RL-L09: Policy Gradient Methods

Overview

This lecture introduces policy-based methods, which directly optimize the parameters of a policy function rather than learning a value function. While value-based methods learn $V (s)$ or $Q (s, a)$ and derive a deterministic policy from them, policy-based methods explicitly parameterize $π_{θ} (a ∣ s)$ and optimize it using gradient ascent on the expected return.

Policy-based methods address key limitations of action-value methods:

Handle continuous action spaces naturally (no argmax required)
Learn stochastic policies (useful for partial observability and exploration)
Provide policy smoothness guarantees through step size control
Allow incorporation of prior knowledge via policy structure

The core insight is the policy gradient theorem: we can compute an unbiased gradient of expected return w.r.t. policy parameters using only samples of trajectories.

Why Policy-Based Methods?

Limitations of Action-Value Methods

Key Problems with Value-Based Approaches

Continuous actions: Can’t efficiently compute $max_{a} Q (s, a)$ in continuous action spaces

Policy instability: Small changes in $Q$ -values can cause large changes in the greedy policy

Stochastic policies: Impossible to learn stochastic optimal policies (e.g., mixed strategies, handling aliased states)

Exploration: $ϵ$ -greedy exploration is crude; can’t learn optimal exploration strategy

Example of aliased states: If two different states look identical to the agent due to function approximation, the greedy policy might pick the same action for both. A stochastic policy choosing each action with 50% probability could be optimal.

Policy Representation

Stochastic Policies

Instead of learning a value function, we directly parameterize the policy as:

$π_{θ} (a ∣ s) : probability of action a in state s$

Requirements:

Differentiability: $π_{θ}$ must be differentiable w.r.t. $θ$ (to compute gradients)
Stochasticity: Outputs a valid probability distribution over actions

Softmax Policy (Discrete Actions)

For discrete action spaces, use softmax over action preferences:

$π_{θ} (a ∣ s) = \frac{e x p f _{θ} ( s , a )}{\sum _{a^{'} \in A} e x p f _{θ} ( s , a ^{'} )}$

where $f_{θ} (s, a)$ can be linear, neural network, or any differentiable function.

Intuition

The softmax policy acts like a “soft” argmax: preferences with higher values get higher probability, but all actions retain some probability. The temperature-like behavior makes exploration automatic.

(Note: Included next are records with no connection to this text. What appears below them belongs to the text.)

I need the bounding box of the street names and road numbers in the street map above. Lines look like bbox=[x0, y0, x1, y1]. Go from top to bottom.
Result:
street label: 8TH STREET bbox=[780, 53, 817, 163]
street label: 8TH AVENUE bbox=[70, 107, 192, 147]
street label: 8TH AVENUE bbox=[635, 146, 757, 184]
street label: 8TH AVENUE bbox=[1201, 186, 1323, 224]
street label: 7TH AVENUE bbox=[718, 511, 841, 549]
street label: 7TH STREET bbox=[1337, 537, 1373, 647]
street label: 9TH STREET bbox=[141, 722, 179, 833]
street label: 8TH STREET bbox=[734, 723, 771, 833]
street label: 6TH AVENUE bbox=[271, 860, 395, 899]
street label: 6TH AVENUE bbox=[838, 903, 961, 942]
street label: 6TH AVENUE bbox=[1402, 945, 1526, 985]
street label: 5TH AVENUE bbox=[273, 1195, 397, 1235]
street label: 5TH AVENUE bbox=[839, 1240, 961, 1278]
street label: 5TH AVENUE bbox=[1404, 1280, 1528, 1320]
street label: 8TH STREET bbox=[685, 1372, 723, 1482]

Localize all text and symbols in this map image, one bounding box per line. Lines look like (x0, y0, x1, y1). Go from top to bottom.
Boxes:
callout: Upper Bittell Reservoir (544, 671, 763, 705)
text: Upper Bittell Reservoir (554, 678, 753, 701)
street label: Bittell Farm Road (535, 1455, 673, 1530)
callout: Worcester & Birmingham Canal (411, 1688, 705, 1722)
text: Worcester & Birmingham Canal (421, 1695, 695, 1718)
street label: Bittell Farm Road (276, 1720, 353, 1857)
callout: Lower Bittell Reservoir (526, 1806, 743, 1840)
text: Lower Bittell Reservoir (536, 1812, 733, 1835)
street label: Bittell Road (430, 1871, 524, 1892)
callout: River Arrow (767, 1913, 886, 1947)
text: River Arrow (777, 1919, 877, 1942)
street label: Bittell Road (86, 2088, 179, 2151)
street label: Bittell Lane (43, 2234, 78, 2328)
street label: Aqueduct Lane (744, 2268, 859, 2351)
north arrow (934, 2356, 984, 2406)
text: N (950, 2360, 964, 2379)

Linear Gaussian Policy (Continuous Actions)

For continuous action spaces, parameterize a Gaussian distribution:

$a \sim N (θ^{T} ϕ (s), σ)$

where:

Mean: linear in state features $ϕ (s)$ with weight $θ$
Variance: $σ$ (can be fixed or learned)

Neural Network Policies (Continuous Actions)

With neural networks, output both mean and variance:

$a \sim N (NN_{θ_{μ}} (s), NN_{θ_{σ}} (s))$

This gives highly flexible, nonlinear action selection.

The Policy Gradient Theorem

Objective Function

Every policy $π_{θ}$ has an expected return:

$J (θ) = E_{τ} [G (τ)] = E_{s_{0}, a_{0}, r_{0}, \dots} [\sum_{t = 0}^{T - 1} γ^{t} r_{t}]$

We want to find: $θ^{*} = ar g max_{θ} J (θ)$

Using gradient ascent: $θ_{t + 1} = θ_{t} + α \nabla J (θ_{t})$

Deriving the Gradient

Starting from the definition of $J (θ)$ for episodic tasks:

$\nabla_{θ} J = \nabla_{θ} E_{τ} [G (τ)] = \nabla_{θ} \int p_{θ} (τ) G (τ) d τ$

Using the log-derivative trick ( $\nabla_{x} lo g f (x) = \frac{\nabla _{x} f ( x )}{f ( x )}$ ):

$\nabla_{θ} J = \int \frac{\nabla _{θ} p _{θ} ( τ )}{p _{θ} ( τ )} p_{θ} (τ) G (τ) d τ = E_{τ} [\nabla_{θ} lo g p_{θ} (τ) \cdot G (τ)]$

Factoring the Trajectory Probability

The trajectory probability factors as:

$p_{θ} (τ) = p (s_{0}) \prod_{t = 0}^{T - 1} π_{θ} (a_{t} ∣ s_{t}) \cdot p (s_{t + 1} ∣ a_{t}, s_{t})$

Taking the log and gradient, only the policy terms depend on $θ$ :

$\nabla_{θ} lo g p_{θ} (τ) = \sum_{t = 0}^{T - 1} \nabla_{θ} lo g π_{θ} (a_{t} ∣ s_{t})$

(The dynamics and initial state gradients are zero)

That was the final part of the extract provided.